**Data**:
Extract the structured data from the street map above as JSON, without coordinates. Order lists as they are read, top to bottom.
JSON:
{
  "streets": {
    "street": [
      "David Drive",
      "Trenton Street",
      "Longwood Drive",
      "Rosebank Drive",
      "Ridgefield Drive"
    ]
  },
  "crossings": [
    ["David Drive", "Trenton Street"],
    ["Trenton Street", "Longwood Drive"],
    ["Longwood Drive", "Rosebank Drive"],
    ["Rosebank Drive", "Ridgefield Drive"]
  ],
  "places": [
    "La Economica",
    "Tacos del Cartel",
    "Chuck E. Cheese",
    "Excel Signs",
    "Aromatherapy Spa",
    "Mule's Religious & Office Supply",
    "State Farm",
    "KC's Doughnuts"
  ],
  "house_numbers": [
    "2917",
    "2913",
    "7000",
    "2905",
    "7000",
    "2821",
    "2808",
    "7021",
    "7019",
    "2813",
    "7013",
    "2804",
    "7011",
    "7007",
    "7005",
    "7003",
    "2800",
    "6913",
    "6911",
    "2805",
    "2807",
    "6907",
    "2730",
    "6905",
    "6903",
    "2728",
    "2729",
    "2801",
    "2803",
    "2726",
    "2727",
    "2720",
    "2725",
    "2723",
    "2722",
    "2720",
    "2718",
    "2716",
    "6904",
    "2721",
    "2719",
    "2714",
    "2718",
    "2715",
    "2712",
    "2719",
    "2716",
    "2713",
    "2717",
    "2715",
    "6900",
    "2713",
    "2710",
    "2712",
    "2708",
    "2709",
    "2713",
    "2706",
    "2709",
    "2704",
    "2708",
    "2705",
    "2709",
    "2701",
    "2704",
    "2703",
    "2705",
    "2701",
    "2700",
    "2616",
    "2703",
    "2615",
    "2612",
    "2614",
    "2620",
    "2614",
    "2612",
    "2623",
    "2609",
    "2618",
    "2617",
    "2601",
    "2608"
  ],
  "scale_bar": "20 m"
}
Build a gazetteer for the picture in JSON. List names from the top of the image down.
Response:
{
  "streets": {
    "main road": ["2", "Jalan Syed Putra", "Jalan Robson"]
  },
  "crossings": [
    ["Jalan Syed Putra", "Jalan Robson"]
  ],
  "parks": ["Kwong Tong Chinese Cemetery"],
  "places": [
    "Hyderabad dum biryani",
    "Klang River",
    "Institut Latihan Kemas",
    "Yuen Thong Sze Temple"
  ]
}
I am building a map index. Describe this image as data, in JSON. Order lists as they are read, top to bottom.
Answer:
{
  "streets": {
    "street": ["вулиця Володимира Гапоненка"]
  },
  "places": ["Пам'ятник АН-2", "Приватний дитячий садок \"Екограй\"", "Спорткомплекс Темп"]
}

**Problem details**: Check each line above for the string "JSON" and return those that contain it.

**Problem solution**:
Extract the structured data from the street map above as JSON, without coordinates. Order lists as they are read, top to bottom.
JSON:
Build a gazetteer for the picture in JSON. List names from the top of the image down.
I am building a map index. Describe this image as data, in JSON. Order lists as they are read, top to bottom.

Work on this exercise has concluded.